TRY IT: Show every line from the entries that follow which holds the word "image".

AVAILABLE DATA:
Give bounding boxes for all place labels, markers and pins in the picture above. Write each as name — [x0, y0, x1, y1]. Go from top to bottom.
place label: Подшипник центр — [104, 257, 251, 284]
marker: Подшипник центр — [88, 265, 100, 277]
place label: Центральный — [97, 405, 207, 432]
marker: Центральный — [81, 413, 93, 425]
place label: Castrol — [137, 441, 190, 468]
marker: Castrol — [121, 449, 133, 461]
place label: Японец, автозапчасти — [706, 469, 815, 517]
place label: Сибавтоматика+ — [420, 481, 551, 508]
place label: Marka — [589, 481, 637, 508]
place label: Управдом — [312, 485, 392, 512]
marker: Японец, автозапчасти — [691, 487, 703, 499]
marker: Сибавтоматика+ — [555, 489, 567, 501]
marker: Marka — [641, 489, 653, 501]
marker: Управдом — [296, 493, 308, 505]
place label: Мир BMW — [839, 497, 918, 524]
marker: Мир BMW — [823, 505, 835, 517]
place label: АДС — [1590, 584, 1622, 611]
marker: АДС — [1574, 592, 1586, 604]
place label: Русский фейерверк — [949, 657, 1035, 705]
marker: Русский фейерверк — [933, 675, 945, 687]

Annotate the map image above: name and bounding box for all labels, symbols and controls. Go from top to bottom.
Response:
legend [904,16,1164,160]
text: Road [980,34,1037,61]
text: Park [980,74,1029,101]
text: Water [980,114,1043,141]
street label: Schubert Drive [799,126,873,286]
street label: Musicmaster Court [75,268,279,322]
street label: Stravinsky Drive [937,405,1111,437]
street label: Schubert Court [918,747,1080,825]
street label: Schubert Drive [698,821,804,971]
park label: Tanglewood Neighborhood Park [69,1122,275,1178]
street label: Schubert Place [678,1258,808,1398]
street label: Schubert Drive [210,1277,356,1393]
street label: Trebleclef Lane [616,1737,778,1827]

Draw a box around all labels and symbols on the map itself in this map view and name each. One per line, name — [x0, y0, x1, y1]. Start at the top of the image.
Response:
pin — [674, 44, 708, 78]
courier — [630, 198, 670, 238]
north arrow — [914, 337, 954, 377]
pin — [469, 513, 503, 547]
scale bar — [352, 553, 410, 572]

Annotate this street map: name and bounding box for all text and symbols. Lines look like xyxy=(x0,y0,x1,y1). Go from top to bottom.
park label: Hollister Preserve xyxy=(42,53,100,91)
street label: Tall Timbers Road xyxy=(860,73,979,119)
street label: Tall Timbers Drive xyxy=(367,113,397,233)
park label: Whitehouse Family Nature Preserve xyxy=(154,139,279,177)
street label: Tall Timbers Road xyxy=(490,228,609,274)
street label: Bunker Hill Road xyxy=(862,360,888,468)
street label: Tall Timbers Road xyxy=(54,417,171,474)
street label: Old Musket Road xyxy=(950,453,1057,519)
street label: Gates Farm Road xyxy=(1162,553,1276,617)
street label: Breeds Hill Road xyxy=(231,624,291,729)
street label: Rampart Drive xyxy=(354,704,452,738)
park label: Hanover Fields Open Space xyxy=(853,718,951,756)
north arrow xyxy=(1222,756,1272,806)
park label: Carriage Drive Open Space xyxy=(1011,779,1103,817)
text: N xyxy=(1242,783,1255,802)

WRITTEN ANSWER:
Annotate the map image above: name and bounding box for all labels, symbols and controls. Go from top to bottom.
Draw a box around all labels and symbols on the map itself in this map view and name each. One per line, name — [x0, y0, x1, y1]. Start at the top of the image.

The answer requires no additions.